--- Task prompt ---
Retrieve every line from the records in which the word "hidden" occurs.

--- Items listed in a dataset ---
╭──

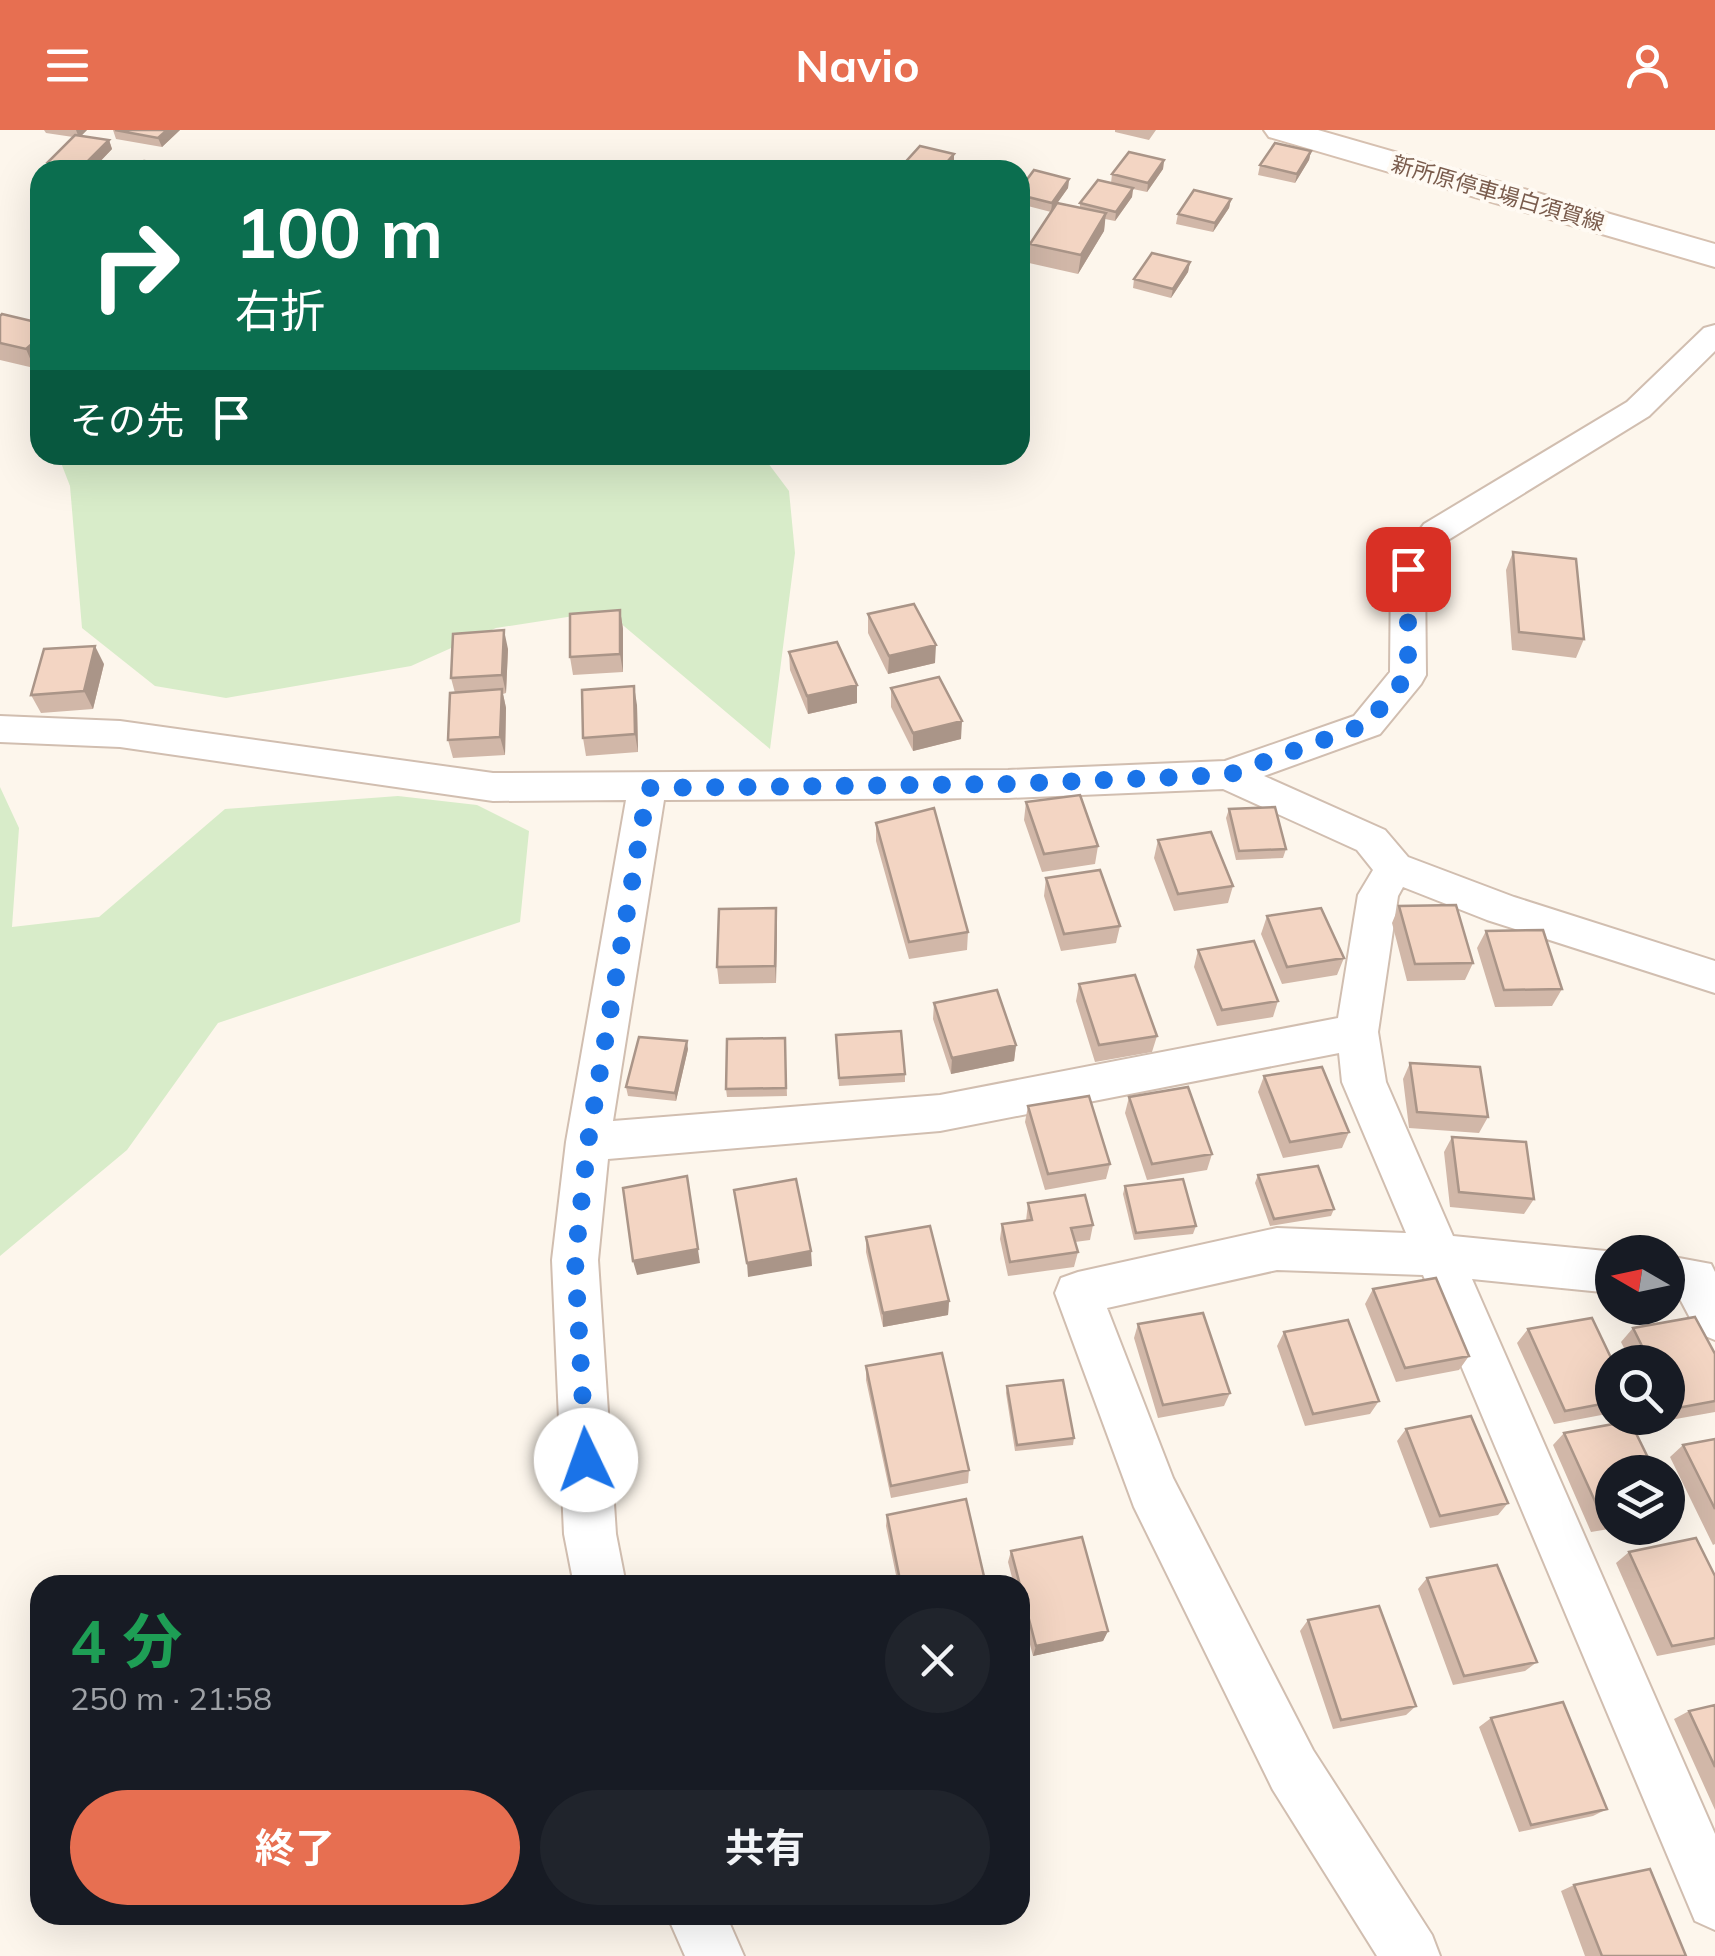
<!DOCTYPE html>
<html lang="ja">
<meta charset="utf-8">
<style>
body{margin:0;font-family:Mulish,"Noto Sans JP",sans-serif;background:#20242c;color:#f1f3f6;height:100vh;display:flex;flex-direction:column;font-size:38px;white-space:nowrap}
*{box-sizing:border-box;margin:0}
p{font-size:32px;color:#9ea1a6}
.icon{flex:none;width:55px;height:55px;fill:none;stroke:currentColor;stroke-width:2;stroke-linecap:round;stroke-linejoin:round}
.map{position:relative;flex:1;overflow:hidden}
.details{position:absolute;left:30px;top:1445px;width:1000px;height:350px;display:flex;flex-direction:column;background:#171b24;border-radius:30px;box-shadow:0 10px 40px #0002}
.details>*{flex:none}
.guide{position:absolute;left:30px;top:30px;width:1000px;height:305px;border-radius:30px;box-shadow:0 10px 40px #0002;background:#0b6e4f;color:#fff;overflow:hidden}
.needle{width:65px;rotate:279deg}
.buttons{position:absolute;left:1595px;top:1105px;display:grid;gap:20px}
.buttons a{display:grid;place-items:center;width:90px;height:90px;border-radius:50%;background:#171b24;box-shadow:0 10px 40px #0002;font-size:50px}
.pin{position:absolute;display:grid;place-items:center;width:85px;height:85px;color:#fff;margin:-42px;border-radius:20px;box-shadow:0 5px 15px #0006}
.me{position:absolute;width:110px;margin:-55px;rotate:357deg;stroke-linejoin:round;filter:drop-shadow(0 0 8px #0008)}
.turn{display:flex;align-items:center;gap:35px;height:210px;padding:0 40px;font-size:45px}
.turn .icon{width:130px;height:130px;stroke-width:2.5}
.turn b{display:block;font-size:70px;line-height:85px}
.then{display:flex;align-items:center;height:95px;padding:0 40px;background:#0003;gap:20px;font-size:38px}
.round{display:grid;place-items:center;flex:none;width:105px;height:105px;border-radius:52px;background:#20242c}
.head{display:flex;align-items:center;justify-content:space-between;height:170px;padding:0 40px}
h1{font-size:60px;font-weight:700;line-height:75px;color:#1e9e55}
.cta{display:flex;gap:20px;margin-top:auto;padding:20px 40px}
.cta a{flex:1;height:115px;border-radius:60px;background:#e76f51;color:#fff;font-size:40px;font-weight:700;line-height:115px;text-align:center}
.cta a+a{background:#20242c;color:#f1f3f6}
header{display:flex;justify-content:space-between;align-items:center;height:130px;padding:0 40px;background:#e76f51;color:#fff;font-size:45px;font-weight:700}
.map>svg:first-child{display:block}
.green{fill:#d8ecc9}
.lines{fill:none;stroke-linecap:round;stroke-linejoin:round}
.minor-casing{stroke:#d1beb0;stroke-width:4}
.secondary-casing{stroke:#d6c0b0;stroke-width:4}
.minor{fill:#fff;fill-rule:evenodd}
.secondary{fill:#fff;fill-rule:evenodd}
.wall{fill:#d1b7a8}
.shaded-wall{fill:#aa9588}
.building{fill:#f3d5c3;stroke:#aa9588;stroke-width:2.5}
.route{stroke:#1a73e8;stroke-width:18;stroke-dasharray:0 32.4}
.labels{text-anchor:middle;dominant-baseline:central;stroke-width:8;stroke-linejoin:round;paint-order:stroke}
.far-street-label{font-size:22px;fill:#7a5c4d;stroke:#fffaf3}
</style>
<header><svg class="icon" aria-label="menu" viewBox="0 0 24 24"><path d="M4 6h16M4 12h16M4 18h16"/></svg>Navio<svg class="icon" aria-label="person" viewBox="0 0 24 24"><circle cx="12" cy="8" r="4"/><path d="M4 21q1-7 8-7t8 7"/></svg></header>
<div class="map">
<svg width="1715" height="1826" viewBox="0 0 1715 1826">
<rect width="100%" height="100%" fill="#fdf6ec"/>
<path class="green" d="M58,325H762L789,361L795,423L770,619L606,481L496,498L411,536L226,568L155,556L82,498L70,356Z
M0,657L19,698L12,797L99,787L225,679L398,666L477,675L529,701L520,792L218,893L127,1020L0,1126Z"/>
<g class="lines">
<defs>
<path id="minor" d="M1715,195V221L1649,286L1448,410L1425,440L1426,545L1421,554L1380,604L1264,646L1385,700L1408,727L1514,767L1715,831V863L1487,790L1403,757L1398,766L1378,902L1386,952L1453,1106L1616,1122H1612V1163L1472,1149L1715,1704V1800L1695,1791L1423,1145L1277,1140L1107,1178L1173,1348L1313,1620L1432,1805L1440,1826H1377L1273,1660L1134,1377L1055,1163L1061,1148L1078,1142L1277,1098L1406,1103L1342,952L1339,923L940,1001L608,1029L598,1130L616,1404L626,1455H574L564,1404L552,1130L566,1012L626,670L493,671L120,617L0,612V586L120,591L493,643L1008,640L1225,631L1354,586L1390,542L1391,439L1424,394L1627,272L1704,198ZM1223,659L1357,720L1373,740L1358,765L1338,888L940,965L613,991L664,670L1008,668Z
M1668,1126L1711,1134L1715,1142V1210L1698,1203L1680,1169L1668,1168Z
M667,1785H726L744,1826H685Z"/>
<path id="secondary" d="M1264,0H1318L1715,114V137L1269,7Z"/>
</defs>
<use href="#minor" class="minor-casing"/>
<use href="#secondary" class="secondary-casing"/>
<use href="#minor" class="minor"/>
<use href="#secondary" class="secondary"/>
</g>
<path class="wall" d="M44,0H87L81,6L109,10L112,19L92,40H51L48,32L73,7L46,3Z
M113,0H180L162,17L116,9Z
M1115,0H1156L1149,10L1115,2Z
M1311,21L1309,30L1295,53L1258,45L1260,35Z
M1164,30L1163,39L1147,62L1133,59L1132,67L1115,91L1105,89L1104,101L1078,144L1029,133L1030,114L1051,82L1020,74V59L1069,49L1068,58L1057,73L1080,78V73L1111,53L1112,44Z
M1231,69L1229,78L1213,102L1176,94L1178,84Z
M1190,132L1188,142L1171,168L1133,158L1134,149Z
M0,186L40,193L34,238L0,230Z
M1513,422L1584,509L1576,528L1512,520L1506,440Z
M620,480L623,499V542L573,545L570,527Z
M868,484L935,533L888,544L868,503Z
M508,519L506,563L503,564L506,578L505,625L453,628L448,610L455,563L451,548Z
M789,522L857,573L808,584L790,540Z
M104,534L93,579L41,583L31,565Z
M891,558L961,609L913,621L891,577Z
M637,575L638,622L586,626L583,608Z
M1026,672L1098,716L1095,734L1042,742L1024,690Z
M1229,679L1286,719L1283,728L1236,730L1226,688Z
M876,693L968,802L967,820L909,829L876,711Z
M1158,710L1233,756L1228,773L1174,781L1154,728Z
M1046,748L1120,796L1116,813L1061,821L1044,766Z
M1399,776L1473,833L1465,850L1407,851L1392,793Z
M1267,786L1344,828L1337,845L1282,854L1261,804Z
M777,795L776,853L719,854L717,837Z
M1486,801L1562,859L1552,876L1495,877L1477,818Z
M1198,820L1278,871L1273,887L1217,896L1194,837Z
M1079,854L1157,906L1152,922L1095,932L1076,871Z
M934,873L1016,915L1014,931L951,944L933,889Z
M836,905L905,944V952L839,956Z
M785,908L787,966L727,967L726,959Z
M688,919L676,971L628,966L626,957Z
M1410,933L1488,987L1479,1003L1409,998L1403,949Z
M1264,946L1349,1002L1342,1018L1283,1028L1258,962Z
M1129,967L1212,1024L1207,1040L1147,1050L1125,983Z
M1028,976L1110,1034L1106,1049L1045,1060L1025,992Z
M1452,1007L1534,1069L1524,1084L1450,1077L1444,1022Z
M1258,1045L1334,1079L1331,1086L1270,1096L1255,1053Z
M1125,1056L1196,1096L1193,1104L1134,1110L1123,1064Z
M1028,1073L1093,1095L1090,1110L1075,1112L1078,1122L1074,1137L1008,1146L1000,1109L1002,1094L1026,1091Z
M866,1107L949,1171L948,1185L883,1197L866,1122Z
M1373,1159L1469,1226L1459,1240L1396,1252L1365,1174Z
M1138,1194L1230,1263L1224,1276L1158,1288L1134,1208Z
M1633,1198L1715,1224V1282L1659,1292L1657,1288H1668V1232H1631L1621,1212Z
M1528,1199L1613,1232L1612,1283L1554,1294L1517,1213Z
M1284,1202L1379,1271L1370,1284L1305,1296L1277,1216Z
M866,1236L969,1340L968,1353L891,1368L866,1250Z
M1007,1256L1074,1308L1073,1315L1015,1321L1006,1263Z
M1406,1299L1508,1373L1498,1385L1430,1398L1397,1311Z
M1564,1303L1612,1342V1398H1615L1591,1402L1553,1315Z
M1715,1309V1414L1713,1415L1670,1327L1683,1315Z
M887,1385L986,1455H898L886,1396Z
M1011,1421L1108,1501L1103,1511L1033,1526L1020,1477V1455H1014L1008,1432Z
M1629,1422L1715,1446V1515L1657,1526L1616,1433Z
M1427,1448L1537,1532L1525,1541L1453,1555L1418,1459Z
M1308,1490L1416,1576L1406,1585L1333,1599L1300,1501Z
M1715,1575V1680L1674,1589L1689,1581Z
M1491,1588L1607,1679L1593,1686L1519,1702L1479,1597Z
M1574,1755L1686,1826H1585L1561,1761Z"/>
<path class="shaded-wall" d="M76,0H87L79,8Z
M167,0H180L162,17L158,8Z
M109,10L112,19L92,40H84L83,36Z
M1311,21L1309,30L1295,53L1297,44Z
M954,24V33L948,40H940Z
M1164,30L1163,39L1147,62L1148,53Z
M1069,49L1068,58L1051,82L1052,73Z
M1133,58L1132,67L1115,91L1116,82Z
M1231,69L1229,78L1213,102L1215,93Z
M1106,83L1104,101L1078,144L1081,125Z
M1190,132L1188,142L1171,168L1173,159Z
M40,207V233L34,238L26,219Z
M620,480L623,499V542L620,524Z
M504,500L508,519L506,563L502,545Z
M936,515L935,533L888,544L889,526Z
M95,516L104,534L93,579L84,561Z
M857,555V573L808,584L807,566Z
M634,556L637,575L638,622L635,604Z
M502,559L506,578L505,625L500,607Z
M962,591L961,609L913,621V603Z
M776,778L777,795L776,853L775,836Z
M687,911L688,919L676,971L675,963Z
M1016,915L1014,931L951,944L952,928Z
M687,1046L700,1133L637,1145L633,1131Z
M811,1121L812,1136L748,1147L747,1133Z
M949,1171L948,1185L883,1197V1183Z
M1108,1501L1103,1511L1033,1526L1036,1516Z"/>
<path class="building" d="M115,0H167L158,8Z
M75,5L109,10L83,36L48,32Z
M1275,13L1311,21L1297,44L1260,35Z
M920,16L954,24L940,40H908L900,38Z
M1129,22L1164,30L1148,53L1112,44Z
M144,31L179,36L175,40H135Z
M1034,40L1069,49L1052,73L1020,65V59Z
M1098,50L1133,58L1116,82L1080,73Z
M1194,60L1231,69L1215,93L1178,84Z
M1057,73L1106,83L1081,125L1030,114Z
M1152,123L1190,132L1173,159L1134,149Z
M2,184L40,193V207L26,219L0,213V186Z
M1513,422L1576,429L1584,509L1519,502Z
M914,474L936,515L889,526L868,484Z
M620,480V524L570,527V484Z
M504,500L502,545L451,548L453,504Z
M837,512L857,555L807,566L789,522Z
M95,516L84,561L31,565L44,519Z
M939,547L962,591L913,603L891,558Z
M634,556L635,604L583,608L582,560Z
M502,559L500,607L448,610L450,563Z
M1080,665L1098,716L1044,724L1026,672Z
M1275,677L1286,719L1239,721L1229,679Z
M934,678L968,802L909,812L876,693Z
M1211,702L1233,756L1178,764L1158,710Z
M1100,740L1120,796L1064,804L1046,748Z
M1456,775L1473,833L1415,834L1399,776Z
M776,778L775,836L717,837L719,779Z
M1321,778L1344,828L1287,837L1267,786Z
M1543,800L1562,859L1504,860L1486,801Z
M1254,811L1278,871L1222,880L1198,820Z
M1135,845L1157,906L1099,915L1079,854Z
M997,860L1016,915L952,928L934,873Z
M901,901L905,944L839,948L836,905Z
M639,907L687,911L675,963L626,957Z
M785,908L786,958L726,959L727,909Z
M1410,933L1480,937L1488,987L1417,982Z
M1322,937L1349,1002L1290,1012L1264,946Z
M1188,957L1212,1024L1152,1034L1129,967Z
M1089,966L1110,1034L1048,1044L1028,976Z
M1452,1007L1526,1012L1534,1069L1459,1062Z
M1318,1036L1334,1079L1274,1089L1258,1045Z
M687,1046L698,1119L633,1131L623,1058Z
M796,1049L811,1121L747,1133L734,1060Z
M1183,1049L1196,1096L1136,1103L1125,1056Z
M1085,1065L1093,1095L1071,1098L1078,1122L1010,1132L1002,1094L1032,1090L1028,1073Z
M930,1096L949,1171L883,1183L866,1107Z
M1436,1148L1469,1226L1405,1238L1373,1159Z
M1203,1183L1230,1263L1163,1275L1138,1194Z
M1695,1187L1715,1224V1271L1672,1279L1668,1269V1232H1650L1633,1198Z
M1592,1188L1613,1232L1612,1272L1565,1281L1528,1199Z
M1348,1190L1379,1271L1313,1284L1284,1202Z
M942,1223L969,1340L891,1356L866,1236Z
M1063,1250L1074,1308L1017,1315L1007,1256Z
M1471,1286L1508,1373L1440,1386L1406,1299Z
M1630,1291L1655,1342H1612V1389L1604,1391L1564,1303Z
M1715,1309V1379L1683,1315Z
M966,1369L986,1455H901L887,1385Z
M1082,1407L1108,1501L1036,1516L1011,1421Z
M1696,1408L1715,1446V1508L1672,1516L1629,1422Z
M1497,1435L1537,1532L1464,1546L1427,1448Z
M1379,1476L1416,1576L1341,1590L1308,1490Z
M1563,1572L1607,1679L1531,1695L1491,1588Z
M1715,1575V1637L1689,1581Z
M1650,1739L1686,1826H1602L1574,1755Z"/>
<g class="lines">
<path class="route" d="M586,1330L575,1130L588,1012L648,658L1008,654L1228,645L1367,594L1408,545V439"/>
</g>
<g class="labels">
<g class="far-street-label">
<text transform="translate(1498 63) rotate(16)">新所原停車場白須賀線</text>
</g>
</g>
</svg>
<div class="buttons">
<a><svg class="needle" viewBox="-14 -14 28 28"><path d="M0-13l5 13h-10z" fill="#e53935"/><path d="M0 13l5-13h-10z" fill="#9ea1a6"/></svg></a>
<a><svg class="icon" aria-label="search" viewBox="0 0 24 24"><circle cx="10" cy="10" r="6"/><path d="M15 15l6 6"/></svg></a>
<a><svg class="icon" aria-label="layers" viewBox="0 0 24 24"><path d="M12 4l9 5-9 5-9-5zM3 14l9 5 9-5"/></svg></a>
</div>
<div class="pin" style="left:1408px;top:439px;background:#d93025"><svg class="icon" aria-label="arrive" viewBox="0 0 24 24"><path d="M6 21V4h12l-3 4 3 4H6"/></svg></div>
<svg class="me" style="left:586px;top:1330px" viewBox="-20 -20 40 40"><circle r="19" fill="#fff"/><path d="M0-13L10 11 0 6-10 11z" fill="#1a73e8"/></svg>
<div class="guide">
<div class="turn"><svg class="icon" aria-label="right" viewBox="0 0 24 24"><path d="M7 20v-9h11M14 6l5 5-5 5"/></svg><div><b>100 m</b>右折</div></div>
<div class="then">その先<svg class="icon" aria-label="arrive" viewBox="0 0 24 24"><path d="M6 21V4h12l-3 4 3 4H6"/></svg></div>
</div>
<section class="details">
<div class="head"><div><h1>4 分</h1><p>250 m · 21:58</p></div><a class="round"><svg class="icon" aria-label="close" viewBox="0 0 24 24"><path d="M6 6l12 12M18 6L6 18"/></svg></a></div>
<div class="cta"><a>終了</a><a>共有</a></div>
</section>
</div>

╰──

--- Written reply ---
.map{position:relative;flex:1;overflow:hidden}
.guide{position:absolute;left:30px;top:30px;width:1000px;height:305px;border-radius:30px;box-shadow:0 10px 40px #0002;background:#0b6e4f;color:#fff;overflow:hidden}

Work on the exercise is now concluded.